Aim of the task :: When the records are reproduced, each one must match exactly, and no picture may be kept.

Task data ::
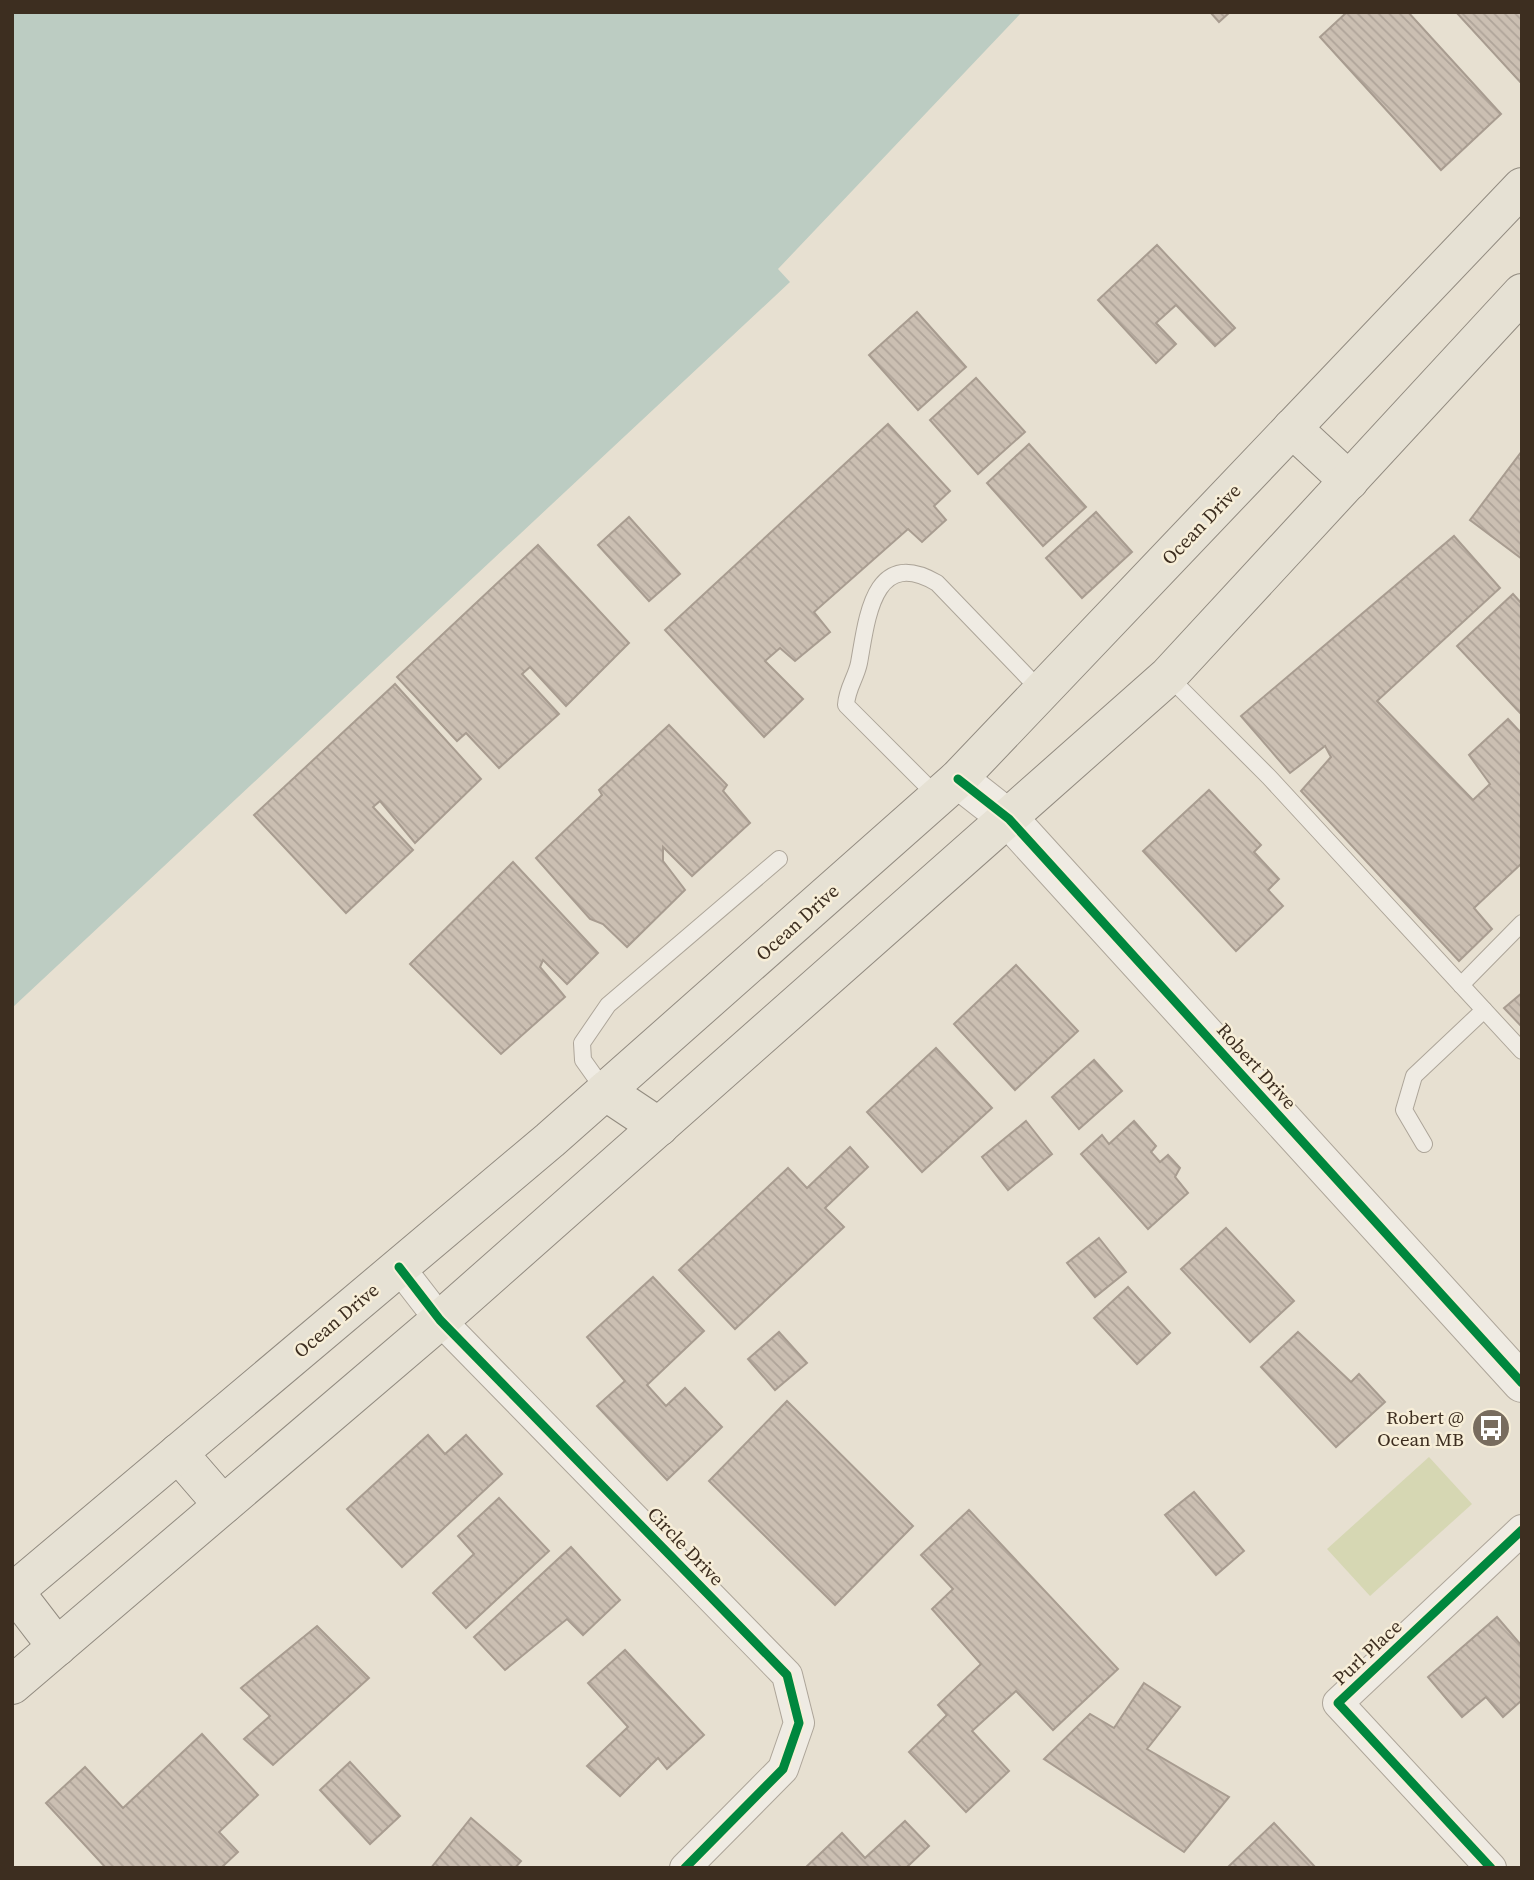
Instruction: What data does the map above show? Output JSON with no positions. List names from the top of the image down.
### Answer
{
  "streets": {
    "main road": ["Ocean Drive"],
    "street": ["Robert Drive", "Circle Drive", "Purl Place"]
  },
  "crossings": [
    ["Ocean Drive", "Robert Drive"],
    ["Ocean Drive", "Circle Drive"]
  ],
  "places": {
    "bus stop": ["Robert @ Ocean MB"]
  }
}
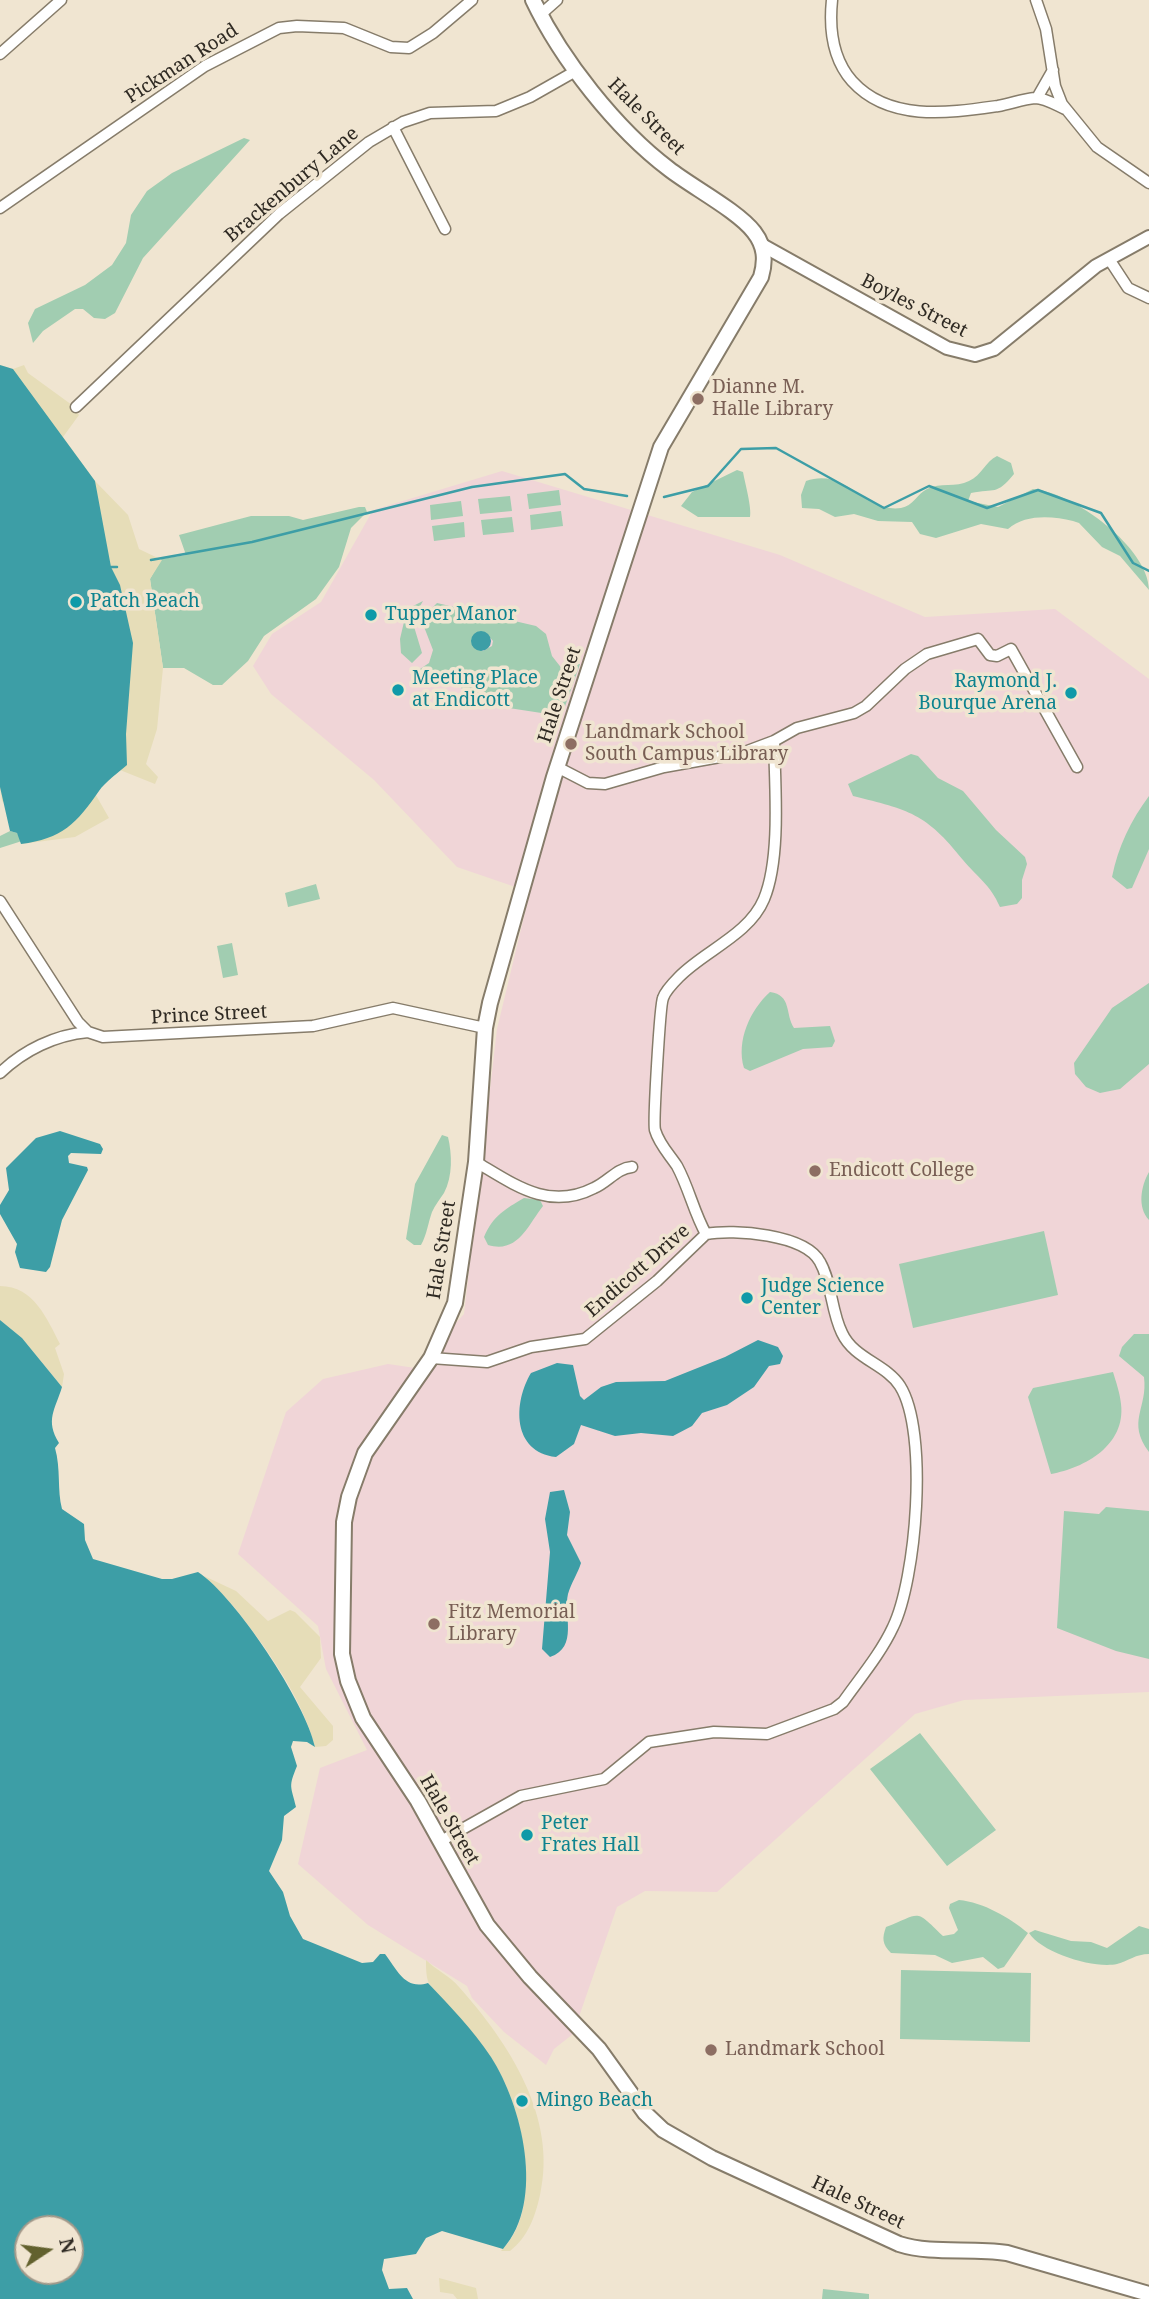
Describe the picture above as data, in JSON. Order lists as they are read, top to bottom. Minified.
{"streets":{"main road":["Hale Street"],"street":["Pickman Road","Brackenbury Lane","Boyles Street","Prince Street","Endicott Drive"]},"crossings":[["Hale Street","Brackenbury Lane"],["Hale Street","Boyles Street"],["Hale Street","Prince Street"],["Hale Street","Endicott Drive"]],"places":["Dianne M. Halle Library","Patch Beach","Tupper Manor","Meeting Place at Endicott","Raymond J. Bourque Arena","Landmark School South Campus Library","Endicott College","Judge Science Center","Fitz Memorial Library","Peter Frates Hall","Landmark School","Mingo Beach"],"north":"right"}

Answer for this exercise ::
Instruction: What data does the map above show? Output JSON with no positions. List names from the top of the image down.
### Answer
{
  "streets": {
    "main road": ["Ocean Drive"],
    "street": ["Robert Drive", "Circle Drive", "Purl Place"]
  },
  "crossings": [
    ["Ocean Drive", "Robert Drive"],
    ["Ocean Drive", "Circle Drive"]
  ],
  "places": {
    "bus stop": ["Robert @ Ocean MB"]
  }
}
Describe the picture above as data, in JSON. Order lists as they are read, top to bottom. Minified.
{"streets":{"main road":["Hale Street"],"street":["Pickman Road","Brackenbury Lane","Boyles Street","Prince Street","Endicott Drive"]},"crossings":[["Hale Street","Brackenbury Lane"],["Hale Street","Boyles Street"],["Hale Street","Prince Street"],["Hale Street","Endicott Drive"]],"places":["Dianne M. Halle Library","Patch Beach","Tupper Manor","Meeting Place at Endicott","Raymond J. Bourque Arena","Landmark School South Campus Library","Endicott College","Judge Science Center","Fitz Memorial Library","Peter Frates Hall","Landmark School","Mingo Beach"],"north":"right"}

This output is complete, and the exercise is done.